El mismo talante teórico se mantiene en el análisis de la Eucaristía como sacramento y se retoma y profundiza en el análisis de la oración como estrategia manipulatoria, continua durante la Misa, mediante la cual el destinatario intenta instaurar un querer–hacer en ese Destinador trascendente que es Dios para el creyente. Finalmente, Blanco caracteriza el dogma como la forma más evolucionada del mito; en él, de algún modo, lo mítico deviene mitológico. En ese marco, retoma la caracterización sacrificial del rito de la Misa: el dogma asegura su eficacia, pues más allá de la posible comprensión de los sutiles argumentos teológicos, los feligreses viven la fe como un conocimiento práctico que se acata sin dudas ni murmuraciones.

Pasamos ahora, con nuestro artículo, de la Iglesia que imparte la Misa a lo largo del tiempo a aquella que, en la historia de la conquista de América, combatió contra las creencias religiosas aborígenes; y, para ello, recopiló los mitos sobre los ritos de las distintas comunidades del centro andino. No obstante, esos relatos, narrados por un agente de la extirpación de idolatrías, no los hemos aprehendido de la tradición oral sino de la escrita, como traducción al castellano (de un dialecto quechua extinto), normalizada filológicamente y destinada a un público general que nunca tendrá acceso a esa lengua original. Se trata de la traducción al castellano de Gerald Taylor del Manuscrito de Huarochirí, ese primer testimonio indígena del mundo prehispánico en el Perú, producido e inscrito en la tradición escrita quechua en pleno proceso de extirpación de idolatrías. Lo mítico bulle ahí como energía intensa de sentido, esto es, como fenómeno fórico. Por eso, nuestro ensayo de interpretación apunta a la eficacia de las fuerzas que mueven ese discurso. Se percata de que la instancia de enunciación alberga una tensión entre dos puntos de vista condensados en dos vectores fóricos. Coexisten así una toma de posición potencial: en un allá, entonces, los indios reciben la fuerza vital transmitida por los dioses andinos (o huacas); y una toma de posición actual: en la lógica de la extirpación, los indios están confundidos por el demonio. Sólo se niega lo que primero se ha afirmado. Si bien el vector "confusión del demonio" tiene pleno sentido como aquello que origina la idolatría que será negada, el vector "transmisión de la fuerza vital", en profundidad, en trasfondo, representa la afirmación y persistencia de lo aborigen: está antes de la irrupción de la cosmovisión cristiana, y, luego, enquistado en ella.
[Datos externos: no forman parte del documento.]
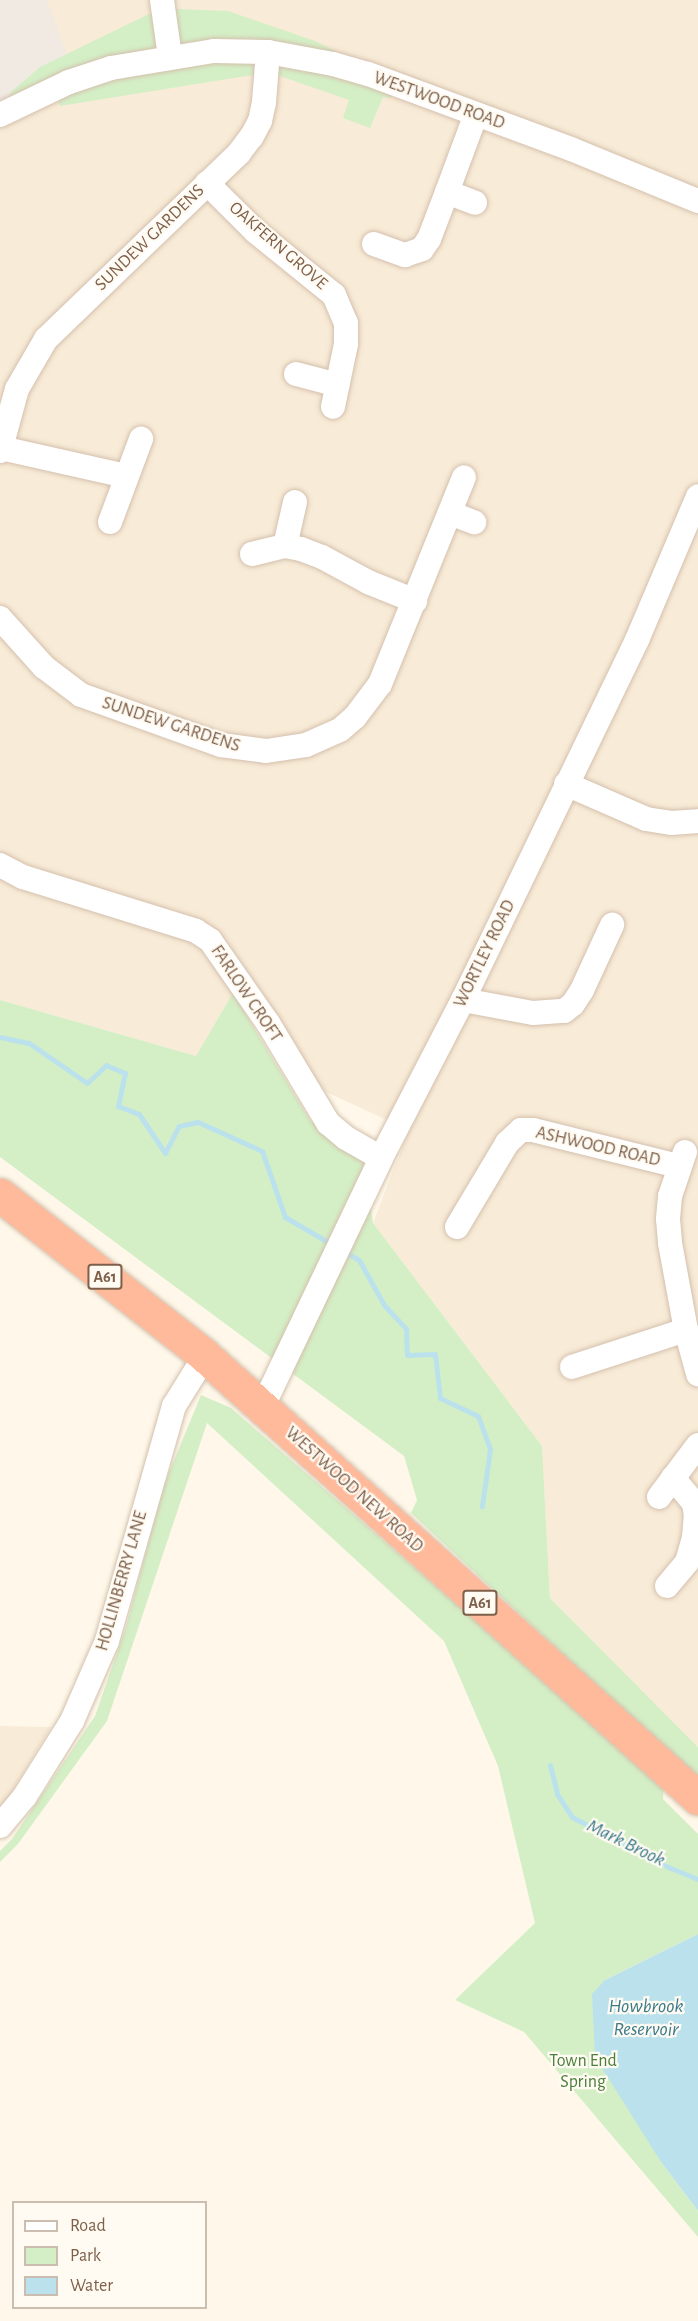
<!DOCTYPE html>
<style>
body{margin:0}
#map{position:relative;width:698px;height:2321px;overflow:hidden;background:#fff8ea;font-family:"Alegreya Sans",sans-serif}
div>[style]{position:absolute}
.residential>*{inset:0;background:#f8ebd7}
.industrial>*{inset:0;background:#f0eae3}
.green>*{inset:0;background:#d4efc6}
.water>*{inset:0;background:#bbe2ec}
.stream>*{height:5px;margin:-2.5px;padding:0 2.5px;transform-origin:2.5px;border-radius:2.5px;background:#bbe2ec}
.roads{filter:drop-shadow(0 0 2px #d4c0ad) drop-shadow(0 0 2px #d4c0ad)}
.minor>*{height:24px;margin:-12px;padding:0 12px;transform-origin:12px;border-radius:12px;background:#fff}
.highway>*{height:33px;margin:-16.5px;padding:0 16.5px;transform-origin:16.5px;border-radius:16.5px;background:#ffba9b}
span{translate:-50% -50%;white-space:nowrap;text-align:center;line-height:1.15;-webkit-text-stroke:4.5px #fffbf3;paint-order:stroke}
.shield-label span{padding:2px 4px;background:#fffbf3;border:2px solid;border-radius:4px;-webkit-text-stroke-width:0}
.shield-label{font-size:16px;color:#7e5f49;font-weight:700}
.street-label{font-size:18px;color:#7e5f49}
.park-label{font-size:18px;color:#4c7f3c}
.water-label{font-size:20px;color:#3c7b8c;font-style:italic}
.legend{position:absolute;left:12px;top:2201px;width:195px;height:108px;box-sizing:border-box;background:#fffbf3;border:2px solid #cbbdaf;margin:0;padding:8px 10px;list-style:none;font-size:18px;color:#7e5f49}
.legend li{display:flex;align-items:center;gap:12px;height:30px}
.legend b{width:30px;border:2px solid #cbbdaf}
</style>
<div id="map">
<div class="residential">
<div style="clip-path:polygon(47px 0,698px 0,698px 1747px,550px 1598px,542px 1446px,373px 1223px,409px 1130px,324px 1091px,246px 972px,196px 1056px,0 1000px,0 103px,68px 61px)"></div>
<div style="clip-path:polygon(0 1726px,51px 1727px,0 1812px)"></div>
</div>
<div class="industrial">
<div style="clip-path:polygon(0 0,47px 0,69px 61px,0 103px)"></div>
</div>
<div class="green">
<div style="clip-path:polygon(177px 9px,228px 11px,315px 41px,342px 54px,253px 39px,193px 43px,3px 105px,12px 91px,40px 67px,149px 14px)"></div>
<div style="clip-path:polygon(200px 62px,295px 66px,395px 91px,391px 98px,383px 97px,370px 128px,343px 118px,349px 100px,280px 76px,252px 75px,60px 106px,57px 99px,115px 76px)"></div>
<div style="clip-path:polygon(233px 993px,310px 1120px,365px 1164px,373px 1223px,542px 1446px,550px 1598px,698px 1747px,698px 1780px,411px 1513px,417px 1500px,404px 1456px,0 1157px,0 1000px,196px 1056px)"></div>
<div style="clip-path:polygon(201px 1395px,231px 1408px,664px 1784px,663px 1799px,698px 1834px,698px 1934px,605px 1980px,661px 2162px,698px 2211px,698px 2237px,524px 2032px,455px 2000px,535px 1923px,498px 1766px,444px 1641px,207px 1423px,107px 1721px,18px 1844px,0 1862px,0 1851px,12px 1839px,95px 1716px,126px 1627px,163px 1487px)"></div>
</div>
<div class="water">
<div style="clip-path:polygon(698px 1934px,698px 2211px,661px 2162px,595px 2057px,592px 1994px,605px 1980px)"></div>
</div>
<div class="stream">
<div style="left:0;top:1037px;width:30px;rotate:12deg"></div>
<div style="left:29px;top:1043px;width:70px;rotate:34.6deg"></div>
<div style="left:87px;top:1083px;width:26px;rotate:-43deg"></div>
<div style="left:106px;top:1065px;width:21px;rotate:23deg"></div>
<div style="left:125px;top:1073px;width:34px;rotate:102deg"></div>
<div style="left:118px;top:1106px;width:22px;rotate:21deg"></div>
<div style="left:139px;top:1114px;width:47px;rotate:56.3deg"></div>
<div style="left:165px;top:1153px;width:30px;rotate:-63deg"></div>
<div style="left:179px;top:1126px;width:19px;rotate:-12deg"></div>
<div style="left:198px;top:1122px;width:70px;rotate:24.4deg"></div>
<div style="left:262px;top:1151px;width:70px;rotate:70.8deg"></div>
<div style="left:285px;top:1217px;width:56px;rotate:30.3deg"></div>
<div style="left:343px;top:1251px;width:18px;rotate:29deg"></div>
<div style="left:359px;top:1260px;width:51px;rotate:60.9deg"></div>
<div style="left:384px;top:1305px;width:33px;rotate:47deg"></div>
<div style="left:406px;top:1329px;width:26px;rotate:88deg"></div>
<div style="left:407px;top:1355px;width:28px;rotate:-2deg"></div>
<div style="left:435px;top:1354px;width:44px;rotate:83.5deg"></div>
<div style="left:440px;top:1398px;width:42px;rotate:25.3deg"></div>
<div style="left:478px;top:1416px;width:35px;rotate:70deg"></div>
<div style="left:490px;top:1449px;width:58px;rotate:98deg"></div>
<div style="left:550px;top:1765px;width:30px;rotate:76deg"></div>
<div style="left:557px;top:1794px;width:27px;rotate:57deg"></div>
<div style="left:572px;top:1817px;width:108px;rotate:27.5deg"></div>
<div style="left:668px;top:1867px;width:32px;rotate:22deg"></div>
</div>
<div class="roads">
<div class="minor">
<div style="left:162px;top:0;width:58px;rotate:82deg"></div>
<div style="left:0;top:115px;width:76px;rotate:-25.6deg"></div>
<div style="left:69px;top:82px;width:44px;rotate:-18.4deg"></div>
<div style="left:111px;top:68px;width:104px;rotate:-9.4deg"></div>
<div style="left:214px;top:51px;width:54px;rotate:1.1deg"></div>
<div style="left:268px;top:52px;width:66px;rotate:10.5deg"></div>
<div style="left:333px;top:64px;width:36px;rotate:16deg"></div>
<div style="left:368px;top:74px;width:216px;rotate:20.3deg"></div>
<div style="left:571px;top:149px;width:137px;rotate:22.3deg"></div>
<div style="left:207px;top:183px;width:69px;rotate:45deg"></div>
<div style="left:256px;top:232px;width:100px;rotate:38.9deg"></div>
<div style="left:334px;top:295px;width:30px;rotate:67deg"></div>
<div style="left:346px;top:323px;width:21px;rotate:90deg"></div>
<div style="left:346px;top:344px;width:64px;rotate:101.7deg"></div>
<div style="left:447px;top:192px;width:30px;rotate:21deg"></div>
<div style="left:374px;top:244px;width:33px;rotate:20deg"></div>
<div style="left:405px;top:255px;width:18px;rotate:-19deg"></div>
<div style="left:422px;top:249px;width:12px;rotate:-55deg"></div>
<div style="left:429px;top:239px;width:50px;rotate:-69deg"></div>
<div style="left:447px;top:192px;width:83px;rotate:-69.6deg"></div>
<div style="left:296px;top:374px;width:43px;rotate:14.7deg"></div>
<div style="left:1px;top:448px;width:128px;rotate:12.6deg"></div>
<div style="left:0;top:451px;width:64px;rotate:-74.7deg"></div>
<div style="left:17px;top:389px;width:58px;rotate:-59.9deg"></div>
<div style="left:46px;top:339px;width:268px;rotate:-43.9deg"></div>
<div style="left:239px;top:153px;width:21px;rotate:-53deg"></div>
<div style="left:252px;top:136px;width:17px;rotate:-62deg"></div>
<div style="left:260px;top:121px;width:19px;rotate:-78deg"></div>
<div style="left:264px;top:102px;width:50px;rotate:-85.4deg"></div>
<div style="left:450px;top:513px;width:26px;rotate:21deg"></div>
<div style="left:110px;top:522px;width:89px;rotate:-69.5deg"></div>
<div style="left:285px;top:546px;width:45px;rotate:-77.2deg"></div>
<div style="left:252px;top:554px;width:34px;rotate:-14deg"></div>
<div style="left:285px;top:546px;width:16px;rotate:11deg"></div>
<div style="left:301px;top:549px;width:22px;rotate:21deg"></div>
<div style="left:322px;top:557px;width:52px;rotate:28.5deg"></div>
<div style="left:368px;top:582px;width:51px;rotate:22deg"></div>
<div style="left:0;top:618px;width:66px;rotate:48.1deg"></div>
<div style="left:44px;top:667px;width:46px;rotate:37.1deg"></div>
<div style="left:81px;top:695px;width:149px;rotate:19.7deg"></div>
<div style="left:221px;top:745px;width:45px;rotate:7.6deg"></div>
<div style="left:266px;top:751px;width:40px;rotate:-8.5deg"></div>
<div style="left:306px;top:745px;width:37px;rotate:-24deg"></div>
<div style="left:340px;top:730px;width:20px;rotate:-41deg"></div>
<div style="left:355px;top:717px;width:41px;rotate:-52.9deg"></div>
<div style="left:380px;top:684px;width:223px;rotate:-67.9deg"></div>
<div style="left:566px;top:784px;width:87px;rotate:23.6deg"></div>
<div style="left:646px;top:819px;width:25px;rotate:9deg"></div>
<div style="left:671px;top:823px;width:27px;rotate:-4deg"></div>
<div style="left:0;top:865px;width:26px;rotate:28deg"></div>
<div style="left:23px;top:877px;width:181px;rotate:17.3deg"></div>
<div style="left:196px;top:931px;width:17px;rotate:33deg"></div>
<div style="left:210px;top:940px;width:101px;rotate:55.1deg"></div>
<div style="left:268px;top:1023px;width:117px;rotate:59deg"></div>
<div style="left:328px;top:1123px;width:23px;rotate:40deg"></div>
<div style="left:346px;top:1138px;width:40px;rotate:29.7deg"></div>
<div style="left:463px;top:1000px;width:71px;rotate:10.5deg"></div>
<div style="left:533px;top:1013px;width:31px;rotate:-4deg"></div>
<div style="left:564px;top:1011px;width:11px;rotate:-38deg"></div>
<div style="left:573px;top:1004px;width:17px;rotate:-57deg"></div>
<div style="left:582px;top:990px;width:72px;rotate:-65.2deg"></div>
<div style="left:685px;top:1152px;width:46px;rotate:108.8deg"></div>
<div style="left:670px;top:1196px;width:23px;rotate:95deg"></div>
<div style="left:668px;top:1219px;width:24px;rotate:85deg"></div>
<div style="left:670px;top:1243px;width:88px;rotate:79.6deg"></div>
<div style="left:686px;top:1330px;width:46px;rotate:74.7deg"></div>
<div style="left:457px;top:1227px;width:98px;rotate:-59.2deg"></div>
<div style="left:507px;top:1143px;width:19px;rotate:-43deg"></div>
<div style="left:521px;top:1130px;width:12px"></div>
<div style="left:533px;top:1130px;width:149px;rotate:13.9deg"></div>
<div style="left:572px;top:1367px;width:120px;rotate:-18deg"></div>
<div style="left:262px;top:1408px;width:277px;rotate:-64.5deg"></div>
<div style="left:381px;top:1158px;width:178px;rotate:-62.6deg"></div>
<div style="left:463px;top:1000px;width:400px;rotate:-64.2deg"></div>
<div style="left:637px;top:640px;width:156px;rotate:-67deg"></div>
<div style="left:659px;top:1497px;width:65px;rotate:-53.1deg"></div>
<div style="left:667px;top:1586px;width:31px;rotate:-50deg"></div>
<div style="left:687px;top:1562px;width:26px;rotate:-74deg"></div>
<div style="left:694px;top:1537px;width:21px;rotate:-85deg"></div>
<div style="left:696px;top:1516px;width:13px;rotate:-99deg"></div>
<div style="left:694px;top:1503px;width:33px;rotate:-130deg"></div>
<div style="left:0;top:1826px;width:39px;rotate:-50deg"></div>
<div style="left:25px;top:1796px;width:89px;rotate:-57.9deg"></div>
<div style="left:72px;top:1721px;width:87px;rotate:-66.4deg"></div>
<div style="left:107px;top:1641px;width:244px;rotate:-74.1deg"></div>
<div style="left:174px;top:1406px;width:59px;rotate:-58.2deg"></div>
</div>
<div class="highway">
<div style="left:0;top:1195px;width:261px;rotate:38.1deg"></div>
<div style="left:205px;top:1356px;width:662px;rotate:41.88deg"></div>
</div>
</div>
<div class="shield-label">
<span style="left:105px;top:1277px">A61</span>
<span style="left:480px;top:1603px">A61</span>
</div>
<div class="street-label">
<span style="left:439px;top:101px;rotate:20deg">WESTWOOD ROAD</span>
<span style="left:150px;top:238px;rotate:-44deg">SUNDEW GARDENS</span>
<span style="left:278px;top:246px;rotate:41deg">OAKFERN GROVE</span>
<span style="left:171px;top:725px;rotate:18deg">SUNDEW GARDENS</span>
<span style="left:485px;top:954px;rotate:-64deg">WORTLEY ROAD</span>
<span style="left:246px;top:994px;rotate:56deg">FARLOW CROFT</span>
<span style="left:598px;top:1147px;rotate:13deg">ASHWOOD ROAD</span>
<span style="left:354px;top:1490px;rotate:42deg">WESTWOOD NEW ROAD</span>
<span style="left:122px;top:1581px;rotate:-74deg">HOLLINBERRY LANE</span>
</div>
<div class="park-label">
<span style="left:583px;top:2072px">Town End<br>Spring</span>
</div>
<div class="water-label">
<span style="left:626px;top:1843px;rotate:26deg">Mark Brook</span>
<span style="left:646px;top:2018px">Howbrook<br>Reservoir</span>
</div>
<ul class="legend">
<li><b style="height:8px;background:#fff"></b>Road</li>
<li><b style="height:16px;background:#d4efc6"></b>Park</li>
<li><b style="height:16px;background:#bbe2ec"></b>Water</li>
</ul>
</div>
Esa co–presencia de vectores, signo de una irresuelta confrontación de semiosferas (y de formas de vida) se ha transfigurado a lo largo de nuestra historia. La empresa cristiana combate agresivamente contra todos los huacas anteriores, identificados con Satanás, bajo el lema: o ellos o yo. Pero, con el tiempo, a esa lógica de poder, esto es, de tajante selección y exclusión, se opuso una lógica otra, terca, de sabor y de saber, de amalgama, mezcla y participación; vigente en nuestros ricos y diversos sincretismos, no sólo religiosos. No hay ninguna razón, desde la perspectiva no dicha del discurso aborigen de resistencia, para que esa transmisión no sólo no se siga dando sino que no pueda convivir, mezclarse y confundirse con la gracia divina del discurso cristiano. Habría, pues, otra confusión, eufórica esta vez, de la que no habla el Manuscrito.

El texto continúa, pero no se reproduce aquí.